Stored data
····················

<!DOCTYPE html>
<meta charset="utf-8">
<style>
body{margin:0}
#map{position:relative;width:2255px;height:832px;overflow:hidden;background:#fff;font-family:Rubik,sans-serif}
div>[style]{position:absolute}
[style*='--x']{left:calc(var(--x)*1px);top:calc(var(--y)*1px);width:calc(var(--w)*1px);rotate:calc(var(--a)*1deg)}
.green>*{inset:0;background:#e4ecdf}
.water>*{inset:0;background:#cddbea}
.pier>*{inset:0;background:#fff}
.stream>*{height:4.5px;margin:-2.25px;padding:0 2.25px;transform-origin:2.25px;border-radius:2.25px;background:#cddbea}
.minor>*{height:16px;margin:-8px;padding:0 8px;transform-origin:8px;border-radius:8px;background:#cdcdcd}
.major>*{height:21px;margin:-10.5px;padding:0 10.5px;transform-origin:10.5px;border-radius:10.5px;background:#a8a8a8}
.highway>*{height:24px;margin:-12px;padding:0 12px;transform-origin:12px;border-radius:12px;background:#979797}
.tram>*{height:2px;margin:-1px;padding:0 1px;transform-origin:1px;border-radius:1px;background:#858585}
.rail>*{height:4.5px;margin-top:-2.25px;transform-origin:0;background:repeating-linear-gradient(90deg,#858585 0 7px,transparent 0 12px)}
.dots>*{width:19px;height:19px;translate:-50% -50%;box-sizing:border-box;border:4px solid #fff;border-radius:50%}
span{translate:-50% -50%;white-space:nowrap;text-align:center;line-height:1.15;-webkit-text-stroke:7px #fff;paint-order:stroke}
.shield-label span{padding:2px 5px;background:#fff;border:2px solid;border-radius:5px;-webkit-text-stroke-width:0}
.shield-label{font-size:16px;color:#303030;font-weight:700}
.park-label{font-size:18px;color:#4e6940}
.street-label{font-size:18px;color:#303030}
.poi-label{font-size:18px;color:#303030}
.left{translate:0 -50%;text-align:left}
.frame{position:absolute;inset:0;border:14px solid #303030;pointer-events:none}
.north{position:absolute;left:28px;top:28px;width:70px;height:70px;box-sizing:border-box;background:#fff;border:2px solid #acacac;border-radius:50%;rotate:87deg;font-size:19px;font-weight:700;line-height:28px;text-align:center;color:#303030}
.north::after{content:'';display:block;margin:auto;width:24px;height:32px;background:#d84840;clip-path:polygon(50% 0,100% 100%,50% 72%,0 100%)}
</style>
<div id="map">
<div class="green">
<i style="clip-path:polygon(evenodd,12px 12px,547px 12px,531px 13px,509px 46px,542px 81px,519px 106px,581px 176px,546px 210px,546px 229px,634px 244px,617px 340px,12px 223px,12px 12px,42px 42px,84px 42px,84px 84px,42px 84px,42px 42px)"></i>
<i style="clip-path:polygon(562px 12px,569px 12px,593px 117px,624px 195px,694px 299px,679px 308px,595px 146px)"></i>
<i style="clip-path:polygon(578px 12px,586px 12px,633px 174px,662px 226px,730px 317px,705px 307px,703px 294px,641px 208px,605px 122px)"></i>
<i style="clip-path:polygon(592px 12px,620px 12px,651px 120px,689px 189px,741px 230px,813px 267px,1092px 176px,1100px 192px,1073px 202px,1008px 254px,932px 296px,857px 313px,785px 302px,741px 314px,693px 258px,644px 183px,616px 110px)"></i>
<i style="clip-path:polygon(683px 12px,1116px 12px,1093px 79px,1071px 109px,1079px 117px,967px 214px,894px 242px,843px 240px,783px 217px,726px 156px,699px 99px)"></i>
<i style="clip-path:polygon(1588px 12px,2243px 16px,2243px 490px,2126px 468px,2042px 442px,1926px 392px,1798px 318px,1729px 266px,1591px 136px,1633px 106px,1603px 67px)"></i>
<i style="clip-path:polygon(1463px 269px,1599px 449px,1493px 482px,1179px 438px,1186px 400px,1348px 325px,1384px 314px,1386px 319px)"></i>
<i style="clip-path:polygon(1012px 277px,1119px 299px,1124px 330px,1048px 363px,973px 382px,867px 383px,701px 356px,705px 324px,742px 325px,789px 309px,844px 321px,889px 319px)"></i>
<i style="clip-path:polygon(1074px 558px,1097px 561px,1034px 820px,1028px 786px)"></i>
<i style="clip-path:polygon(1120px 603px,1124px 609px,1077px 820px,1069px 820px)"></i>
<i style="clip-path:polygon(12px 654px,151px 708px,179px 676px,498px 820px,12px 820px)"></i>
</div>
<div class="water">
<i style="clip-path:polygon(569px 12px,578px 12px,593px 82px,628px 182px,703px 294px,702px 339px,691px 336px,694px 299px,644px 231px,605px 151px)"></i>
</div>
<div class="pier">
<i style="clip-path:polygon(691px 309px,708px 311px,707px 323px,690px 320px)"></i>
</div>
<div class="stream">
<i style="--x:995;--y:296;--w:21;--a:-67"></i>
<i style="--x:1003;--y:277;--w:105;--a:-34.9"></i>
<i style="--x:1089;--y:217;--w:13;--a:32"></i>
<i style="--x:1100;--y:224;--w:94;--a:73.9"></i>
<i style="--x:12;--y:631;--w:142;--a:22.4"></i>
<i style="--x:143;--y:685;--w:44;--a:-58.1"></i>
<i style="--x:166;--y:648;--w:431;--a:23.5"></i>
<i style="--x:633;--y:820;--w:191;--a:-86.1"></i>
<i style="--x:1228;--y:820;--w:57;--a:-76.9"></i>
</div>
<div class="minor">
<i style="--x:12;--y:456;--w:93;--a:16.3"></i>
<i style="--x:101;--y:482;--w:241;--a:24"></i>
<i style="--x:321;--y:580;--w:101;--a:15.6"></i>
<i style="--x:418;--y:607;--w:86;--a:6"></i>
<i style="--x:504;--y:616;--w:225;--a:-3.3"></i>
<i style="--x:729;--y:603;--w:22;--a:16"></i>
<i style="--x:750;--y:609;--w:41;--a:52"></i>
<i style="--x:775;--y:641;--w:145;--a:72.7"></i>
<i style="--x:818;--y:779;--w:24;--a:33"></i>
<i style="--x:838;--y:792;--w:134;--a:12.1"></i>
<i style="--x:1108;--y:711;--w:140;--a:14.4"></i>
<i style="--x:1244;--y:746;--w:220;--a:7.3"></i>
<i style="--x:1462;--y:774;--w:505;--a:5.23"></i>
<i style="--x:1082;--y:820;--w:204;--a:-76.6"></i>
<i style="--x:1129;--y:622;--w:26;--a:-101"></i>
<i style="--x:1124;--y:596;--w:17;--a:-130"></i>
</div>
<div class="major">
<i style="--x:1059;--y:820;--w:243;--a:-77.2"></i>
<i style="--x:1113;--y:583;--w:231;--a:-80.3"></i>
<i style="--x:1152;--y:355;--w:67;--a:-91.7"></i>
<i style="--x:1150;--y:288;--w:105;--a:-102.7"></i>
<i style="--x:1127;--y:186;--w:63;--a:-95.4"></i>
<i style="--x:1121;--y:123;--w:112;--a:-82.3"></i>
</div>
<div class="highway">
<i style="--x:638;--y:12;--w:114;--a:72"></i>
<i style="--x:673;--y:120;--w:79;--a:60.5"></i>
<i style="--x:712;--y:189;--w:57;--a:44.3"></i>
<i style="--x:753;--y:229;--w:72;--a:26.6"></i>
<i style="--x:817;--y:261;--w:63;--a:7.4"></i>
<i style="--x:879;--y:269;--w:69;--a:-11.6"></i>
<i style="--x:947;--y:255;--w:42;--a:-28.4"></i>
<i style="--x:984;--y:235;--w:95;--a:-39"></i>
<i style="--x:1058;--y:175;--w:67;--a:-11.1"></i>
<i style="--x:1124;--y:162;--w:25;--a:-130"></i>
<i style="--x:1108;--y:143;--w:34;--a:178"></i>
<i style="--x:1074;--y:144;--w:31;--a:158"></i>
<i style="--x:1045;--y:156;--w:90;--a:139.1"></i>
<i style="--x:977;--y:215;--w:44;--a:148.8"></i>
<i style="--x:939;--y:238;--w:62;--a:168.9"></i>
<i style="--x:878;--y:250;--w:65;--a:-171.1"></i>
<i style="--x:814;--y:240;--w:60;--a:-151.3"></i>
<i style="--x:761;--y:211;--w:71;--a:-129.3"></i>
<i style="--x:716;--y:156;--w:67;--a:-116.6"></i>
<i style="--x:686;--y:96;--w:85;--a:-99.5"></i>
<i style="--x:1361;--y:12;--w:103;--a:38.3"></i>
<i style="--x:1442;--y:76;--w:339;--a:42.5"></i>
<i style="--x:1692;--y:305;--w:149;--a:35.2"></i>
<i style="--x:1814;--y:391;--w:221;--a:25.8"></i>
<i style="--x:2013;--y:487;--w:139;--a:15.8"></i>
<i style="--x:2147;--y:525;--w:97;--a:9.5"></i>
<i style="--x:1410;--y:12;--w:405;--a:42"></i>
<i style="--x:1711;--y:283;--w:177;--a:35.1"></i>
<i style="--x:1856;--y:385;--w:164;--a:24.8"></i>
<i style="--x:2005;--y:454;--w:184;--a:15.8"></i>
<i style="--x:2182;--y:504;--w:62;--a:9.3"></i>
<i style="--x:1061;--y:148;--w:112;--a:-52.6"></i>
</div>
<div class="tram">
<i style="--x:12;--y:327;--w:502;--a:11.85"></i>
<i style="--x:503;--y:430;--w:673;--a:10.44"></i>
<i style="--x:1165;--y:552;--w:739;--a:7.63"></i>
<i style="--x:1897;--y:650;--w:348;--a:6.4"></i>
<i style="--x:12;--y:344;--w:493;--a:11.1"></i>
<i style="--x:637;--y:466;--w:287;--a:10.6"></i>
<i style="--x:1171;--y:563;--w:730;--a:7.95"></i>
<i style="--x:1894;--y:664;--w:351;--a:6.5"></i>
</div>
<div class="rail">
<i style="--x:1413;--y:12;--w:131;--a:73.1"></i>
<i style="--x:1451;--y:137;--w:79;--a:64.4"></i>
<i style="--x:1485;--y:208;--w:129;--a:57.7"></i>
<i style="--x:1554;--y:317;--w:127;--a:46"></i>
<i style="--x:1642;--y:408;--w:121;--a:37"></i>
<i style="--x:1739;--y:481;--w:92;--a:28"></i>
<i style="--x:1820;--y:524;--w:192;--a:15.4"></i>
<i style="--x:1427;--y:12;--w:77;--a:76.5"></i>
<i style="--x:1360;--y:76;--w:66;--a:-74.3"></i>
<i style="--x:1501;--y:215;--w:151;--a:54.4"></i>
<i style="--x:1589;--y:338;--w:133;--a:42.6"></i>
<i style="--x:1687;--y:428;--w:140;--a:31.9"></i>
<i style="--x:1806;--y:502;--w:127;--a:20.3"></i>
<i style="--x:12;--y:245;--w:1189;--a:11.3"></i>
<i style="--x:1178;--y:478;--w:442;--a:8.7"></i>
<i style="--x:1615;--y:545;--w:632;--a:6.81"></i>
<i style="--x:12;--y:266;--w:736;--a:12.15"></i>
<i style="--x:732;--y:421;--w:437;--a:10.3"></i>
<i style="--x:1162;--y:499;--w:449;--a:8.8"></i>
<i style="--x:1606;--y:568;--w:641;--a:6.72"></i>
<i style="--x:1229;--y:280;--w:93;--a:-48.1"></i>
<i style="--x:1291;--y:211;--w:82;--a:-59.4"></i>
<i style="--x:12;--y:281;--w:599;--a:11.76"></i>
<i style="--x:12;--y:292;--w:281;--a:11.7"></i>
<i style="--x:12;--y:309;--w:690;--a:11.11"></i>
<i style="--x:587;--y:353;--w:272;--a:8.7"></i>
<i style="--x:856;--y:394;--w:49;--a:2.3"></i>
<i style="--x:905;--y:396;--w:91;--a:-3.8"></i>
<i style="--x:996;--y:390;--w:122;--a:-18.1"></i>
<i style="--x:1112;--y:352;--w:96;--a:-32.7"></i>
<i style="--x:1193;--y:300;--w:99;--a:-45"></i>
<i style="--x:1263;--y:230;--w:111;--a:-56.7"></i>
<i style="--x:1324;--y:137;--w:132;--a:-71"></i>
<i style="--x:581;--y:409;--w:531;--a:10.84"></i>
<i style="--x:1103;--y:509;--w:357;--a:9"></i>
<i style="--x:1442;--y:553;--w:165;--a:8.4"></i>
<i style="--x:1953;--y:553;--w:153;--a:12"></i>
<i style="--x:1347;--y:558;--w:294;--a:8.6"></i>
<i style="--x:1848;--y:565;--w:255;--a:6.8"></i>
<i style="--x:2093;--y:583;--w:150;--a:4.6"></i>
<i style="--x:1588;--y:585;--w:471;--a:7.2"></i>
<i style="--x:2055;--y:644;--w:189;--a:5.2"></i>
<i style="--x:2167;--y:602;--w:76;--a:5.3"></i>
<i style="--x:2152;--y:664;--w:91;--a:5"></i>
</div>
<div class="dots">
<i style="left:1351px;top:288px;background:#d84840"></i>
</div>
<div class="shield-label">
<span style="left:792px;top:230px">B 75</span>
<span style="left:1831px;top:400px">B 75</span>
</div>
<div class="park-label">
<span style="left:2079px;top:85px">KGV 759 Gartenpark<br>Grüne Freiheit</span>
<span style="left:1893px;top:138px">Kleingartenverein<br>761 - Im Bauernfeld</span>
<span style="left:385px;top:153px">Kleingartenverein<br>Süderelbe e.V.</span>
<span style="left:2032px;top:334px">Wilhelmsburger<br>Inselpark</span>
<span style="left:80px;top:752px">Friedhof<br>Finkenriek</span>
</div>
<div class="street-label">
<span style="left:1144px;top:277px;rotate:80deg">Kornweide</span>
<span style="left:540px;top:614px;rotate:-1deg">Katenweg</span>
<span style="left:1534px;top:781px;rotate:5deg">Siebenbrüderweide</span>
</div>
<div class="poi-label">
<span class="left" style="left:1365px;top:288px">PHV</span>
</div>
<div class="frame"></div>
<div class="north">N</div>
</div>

····················

Task instructions: Go through the entries and copy each line holding the string "cddbea".

Expected answer:
.water>*{inset:0;background:#cddbea}
.stream>*{height:4.5px;margin:-2.25px;padding:0 2.25px;transform-origin:2.25px;border-radius:2.25px;background:#cddbea}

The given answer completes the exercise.